Cells in intact gradient hydrogels exhibited zonal-specific responses similar to native cartilage. In contrast, separate culture of each zone led to reduced proliferation and matrix deposition across all zones. The trend of zonal dependence remained, but the differences were less pronounced. Coculture of all five zones largely eliminated zonal differences, with all zones behaving like the softest zone. This suggests that paracrine signaling is essential for maintaining zonal development. Gene expression analysis revealed distinct patterns in mechanosensing and cartilage markers across culture conditions. A 7-day priming period in intact culture was sufficient to establish zonal development. Subsequent coculture or separate culture had minimal impact on cartilage formation. These findings indicate that spatial organization and cell-cell interactions are critical for zonal development. The results support the hypothesis that paracrine signals regulate zonal-specific behaviors.

Conclusions:

The study concludes that cell-cell interactions are essential for driving cartilage zonal development. Intact culture maintained zonal-specific responses, while separate culture reduced these effects. Coculture eliminated zonal differences, suggesting that paracrine signaling is necessary for proper organization. Gene expression patterns in mechanosensing and cartilage markers support this conclusion. A 7-day priming period in intact culture was sufficient to establish zonal development. Subsequent culture conditions had minimal impact, indicating that early cell-cell interactions are critical. The findings validate gradient hydrogels as a useful tool for studying cell-matrix and cell-cell interactions. The results suggest that spatial organization is required for proper zonal development. These conclusions align with the authors' stated goals and findings.

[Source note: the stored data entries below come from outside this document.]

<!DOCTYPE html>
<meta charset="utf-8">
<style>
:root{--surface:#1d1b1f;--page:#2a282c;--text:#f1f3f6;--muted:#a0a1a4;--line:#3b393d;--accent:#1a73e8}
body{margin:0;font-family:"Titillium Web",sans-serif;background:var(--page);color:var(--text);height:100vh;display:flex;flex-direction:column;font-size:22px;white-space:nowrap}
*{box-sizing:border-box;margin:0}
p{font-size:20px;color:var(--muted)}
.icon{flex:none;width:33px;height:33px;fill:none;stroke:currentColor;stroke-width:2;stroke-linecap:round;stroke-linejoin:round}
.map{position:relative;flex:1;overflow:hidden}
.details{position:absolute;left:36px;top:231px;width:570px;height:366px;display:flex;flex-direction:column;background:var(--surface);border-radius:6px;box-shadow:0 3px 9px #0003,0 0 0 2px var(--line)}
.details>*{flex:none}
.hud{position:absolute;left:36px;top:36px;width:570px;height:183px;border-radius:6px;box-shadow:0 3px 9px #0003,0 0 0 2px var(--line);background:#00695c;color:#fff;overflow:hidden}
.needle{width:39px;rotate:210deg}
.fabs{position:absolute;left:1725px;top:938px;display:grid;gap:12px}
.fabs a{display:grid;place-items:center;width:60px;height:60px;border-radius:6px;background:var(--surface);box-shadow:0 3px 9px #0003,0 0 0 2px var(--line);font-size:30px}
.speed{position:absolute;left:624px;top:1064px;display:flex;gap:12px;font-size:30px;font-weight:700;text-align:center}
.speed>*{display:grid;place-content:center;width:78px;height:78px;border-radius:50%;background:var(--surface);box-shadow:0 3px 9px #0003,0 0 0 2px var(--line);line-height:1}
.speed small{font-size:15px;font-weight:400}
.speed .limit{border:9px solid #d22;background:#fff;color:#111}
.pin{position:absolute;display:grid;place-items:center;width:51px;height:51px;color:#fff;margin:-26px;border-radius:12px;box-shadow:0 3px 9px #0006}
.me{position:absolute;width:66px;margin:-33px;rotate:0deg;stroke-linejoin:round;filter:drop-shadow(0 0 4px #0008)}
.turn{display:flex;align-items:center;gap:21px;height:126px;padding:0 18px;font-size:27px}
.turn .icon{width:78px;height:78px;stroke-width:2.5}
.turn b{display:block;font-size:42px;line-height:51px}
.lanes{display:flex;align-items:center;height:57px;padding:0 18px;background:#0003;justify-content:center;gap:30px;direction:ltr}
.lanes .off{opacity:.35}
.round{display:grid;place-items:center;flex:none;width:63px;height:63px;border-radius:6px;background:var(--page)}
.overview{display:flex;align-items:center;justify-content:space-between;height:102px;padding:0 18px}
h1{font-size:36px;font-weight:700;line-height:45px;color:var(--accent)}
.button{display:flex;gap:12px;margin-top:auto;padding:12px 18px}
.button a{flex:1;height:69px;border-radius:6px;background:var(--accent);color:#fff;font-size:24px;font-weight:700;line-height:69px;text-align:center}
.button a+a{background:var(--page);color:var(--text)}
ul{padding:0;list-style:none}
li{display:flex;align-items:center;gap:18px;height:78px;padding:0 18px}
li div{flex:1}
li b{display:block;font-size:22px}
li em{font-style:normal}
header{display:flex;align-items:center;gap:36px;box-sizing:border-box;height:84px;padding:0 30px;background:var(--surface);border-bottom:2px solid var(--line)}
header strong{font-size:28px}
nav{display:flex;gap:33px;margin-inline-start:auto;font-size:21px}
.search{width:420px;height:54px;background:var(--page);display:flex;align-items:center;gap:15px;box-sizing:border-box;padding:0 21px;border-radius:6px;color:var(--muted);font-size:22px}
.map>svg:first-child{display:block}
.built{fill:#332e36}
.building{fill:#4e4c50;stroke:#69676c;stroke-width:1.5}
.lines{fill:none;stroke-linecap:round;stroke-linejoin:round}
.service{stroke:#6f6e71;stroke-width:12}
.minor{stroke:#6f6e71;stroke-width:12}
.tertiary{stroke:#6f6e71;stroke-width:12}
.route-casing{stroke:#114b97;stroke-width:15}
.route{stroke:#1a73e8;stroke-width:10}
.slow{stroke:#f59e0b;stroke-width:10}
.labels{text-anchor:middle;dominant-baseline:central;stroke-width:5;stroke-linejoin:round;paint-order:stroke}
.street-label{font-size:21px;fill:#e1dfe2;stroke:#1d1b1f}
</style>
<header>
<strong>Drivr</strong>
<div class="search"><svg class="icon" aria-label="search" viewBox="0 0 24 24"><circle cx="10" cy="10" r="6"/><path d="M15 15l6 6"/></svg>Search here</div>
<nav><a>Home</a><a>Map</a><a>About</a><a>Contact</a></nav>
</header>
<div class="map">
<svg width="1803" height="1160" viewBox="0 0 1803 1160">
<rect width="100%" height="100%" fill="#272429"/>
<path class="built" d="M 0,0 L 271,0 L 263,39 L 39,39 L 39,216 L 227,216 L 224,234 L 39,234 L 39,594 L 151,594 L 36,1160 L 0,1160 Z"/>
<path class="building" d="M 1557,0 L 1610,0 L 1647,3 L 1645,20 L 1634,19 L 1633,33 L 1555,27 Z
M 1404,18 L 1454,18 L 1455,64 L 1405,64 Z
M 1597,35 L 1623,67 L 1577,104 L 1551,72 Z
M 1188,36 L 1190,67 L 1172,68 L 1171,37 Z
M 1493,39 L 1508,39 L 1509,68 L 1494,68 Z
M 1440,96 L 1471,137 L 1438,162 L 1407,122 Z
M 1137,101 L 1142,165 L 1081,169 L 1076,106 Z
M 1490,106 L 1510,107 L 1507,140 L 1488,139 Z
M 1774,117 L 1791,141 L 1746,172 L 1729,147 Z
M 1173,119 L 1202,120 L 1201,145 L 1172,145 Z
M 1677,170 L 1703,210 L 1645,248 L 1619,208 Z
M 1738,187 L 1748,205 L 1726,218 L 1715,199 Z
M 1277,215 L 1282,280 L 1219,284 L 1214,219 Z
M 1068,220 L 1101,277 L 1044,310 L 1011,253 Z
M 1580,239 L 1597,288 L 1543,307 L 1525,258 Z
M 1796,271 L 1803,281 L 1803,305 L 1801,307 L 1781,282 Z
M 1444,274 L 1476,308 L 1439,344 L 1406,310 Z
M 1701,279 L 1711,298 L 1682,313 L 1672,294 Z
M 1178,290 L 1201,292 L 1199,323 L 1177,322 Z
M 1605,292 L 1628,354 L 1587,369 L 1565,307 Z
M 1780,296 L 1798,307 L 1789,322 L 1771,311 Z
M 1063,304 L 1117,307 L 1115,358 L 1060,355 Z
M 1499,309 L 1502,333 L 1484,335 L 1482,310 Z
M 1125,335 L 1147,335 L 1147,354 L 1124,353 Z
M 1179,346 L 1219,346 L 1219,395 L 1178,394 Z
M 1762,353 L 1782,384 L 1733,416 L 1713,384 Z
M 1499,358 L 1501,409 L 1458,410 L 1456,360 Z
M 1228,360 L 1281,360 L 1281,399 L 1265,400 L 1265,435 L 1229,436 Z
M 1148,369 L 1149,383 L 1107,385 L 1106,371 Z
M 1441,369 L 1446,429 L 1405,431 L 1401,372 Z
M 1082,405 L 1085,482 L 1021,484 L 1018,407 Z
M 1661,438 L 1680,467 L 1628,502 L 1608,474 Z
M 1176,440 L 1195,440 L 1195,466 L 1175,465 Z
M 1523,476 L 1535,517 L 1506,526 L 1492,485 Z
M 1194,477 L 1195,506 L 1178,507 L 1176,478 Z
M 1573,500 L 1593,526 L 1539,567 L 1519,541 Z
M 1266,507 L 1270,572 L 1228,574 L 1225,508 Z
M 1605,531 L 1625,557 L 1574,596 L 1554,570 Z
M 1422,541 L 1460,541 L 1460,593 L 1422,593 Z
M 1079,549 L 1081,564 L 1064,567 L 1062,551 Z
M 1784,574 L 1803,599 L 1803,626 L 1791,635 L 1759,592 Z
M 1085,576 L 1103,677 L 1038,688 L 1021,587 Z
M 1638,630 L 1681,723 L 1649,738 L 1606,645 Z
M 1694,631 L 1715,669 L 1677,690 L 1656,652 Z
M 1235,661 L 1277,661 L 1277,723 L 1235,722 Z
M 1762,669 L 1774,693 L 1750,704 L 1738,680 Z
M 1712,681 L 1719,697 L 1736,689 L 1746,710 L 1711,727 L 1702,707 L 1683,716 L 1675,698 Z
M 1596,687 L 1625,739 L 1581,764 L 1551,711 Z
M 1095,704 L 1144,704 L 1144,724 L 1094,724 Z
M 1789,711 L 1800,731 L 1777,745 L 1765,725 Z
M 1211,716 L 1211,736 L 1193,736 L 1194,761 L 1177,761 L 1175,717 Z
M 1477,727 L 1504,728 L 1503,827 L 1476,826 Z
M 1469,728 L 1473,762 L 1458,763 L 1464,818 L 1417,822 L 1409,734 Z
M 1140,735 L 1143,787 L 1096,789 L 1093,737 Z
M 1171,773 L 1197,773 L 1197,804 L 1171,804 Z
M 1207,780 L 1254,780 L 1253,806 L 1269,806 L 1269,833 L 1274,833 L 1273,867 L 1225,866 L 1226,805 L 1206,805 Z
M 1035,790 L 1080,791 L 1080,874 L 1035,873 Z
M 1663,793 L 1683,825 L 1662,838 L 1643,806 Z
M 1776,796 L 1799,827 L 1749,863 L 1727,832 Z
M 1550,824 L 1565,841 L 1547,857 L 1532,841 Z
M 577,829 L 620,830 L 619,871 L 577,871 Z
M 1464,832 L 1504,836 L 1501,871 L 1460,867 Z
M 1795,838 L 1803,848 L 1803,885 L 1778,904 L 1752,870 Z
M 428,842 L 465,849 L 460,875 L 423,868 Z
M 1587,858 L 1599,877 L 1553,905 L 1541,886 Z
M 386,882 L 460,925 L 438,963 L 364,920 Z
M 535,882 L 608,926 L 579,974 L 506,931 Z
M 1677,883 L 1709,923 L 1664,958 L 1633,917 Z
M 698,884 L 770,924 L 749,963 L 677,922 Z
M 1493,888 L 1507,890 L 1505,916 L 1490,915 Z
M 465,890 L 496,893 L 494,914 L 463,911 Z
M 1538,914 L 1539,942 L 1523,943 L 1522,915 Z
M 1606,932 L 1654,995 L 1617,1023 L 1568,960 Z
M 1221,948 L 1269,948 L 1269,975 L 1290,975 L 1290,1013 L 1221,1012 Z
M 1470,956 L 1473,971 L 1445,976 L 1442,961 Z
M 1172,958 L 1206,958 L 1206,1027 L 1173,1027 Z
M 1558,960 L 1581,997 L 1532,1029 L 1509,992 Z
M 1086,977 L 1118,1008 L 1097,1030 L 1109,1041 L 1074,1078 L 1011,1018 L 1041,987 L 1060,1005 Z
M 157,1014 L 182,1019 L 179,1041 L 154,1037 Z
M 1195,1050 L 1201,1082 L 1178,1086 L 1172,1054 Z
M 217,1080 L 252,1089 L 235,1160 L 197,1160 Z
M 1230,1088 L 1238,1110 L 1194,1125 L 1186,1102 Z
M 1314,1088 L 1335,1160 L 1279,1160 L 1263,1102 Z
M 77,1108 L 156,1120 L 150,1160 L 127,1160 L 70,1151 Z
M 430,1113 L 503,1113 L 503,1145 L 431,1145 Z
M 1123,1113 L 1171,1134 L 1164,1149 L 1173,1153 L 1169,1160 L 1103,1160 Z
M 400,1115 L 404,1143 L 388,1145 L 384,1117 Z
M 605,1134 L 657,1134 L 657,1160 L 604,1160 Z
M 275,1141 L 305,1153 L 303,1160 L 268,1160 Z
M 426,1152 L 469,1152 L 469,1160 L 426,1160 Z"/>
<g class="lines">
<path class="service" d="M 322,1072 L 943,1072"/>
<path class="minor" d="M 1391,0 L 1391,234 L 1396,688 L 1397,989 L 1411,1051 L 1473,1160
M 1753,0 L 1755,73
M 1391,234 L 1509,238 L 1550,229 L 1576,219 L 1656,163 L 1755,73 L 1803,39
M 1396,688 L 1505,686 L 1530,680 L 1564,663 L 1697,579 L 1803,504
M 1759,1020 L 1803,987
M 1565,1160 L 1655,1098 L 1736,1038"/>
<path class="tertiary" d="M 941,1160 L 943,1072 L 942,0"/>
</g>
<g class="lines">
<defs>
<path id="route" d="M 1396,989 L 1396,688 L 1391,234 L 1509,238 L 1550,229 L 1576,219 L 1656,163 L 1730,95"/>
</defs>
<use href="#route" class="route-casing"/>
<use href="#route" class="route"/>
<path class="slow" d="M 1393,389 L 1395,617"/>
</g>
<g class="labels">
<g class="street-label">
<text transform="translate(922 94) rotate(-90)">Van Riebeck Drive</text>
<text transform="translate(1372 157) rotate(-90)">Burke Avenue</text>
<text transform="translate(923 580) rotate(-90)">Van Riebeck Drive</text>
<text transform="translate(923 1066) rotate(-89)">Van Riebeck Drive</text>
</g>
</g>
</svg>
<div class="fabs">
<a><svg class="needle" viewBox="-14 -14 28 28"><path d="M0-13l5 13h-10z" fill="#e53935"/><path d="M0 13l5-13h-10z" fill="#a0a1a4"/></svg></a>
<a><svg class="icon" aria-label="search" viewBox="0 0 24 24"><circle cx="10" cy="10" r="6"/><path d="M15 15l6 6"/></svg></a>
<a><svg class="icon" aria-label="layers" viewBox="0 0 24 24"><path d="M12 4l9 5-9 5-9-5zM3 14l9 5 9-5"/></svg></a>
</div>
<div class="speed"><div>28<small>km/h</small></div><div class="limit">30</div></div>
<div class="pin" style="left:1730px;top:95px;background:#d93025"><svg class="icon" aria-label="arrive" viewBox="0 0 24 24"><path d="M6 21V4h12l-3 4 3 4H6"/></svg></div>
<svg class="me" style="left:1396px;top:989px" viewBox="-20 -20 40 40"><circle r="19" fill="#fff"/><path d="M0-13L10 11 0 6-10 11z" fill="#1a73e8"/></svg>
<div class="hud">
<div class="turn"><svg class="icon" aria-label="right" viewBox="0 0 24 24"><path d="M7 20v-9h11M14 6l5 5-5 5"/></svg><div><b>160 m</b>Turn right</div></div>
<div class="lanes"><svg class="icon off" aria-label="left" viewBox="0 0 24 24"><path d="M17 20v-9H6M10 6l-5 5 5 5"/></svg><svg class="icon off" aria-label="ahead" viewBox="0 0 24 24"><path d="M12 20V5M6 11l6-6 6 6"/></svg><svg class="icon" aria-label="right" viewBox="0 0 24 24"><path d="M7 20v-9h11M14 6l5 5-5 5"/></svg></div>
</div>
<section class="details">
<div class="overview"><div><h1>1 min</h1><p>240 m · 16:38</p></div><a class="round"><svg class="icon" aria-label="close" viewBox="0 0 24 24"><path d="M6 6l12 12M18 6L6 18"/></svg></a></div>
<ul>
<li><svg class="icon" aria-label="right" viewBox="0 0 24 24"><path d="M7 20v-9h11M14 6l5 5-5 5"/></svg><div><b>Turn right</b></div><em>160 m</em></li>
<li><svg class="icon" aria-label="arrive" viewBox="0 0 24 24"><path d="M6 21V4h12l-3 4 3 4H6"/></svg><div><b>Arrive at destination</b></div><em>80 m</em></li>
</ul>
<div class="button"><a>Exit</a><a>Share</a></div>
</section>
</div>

The study suggests that paracrine signaling among cells in different zones is essential for maintaining zonal-specific behaviors.

Gradient hydrogels serve as a model system to mimic native cartilage zonation and study cell-cell interactions.

Coculture likely disrupts spatially organized paracrine signaling, leading to homogenized cell behavior across all zones.

A 7-day priming period in intact culture is sufficient to establish zonal development, indicating early interactions are critical.

Separate culture reduces matrix deposition across all zones, suggesting intercellular communication supports this process.

The findings suggest that spatially organized cell-cell interactions are necessary for functional cartilage regeneration.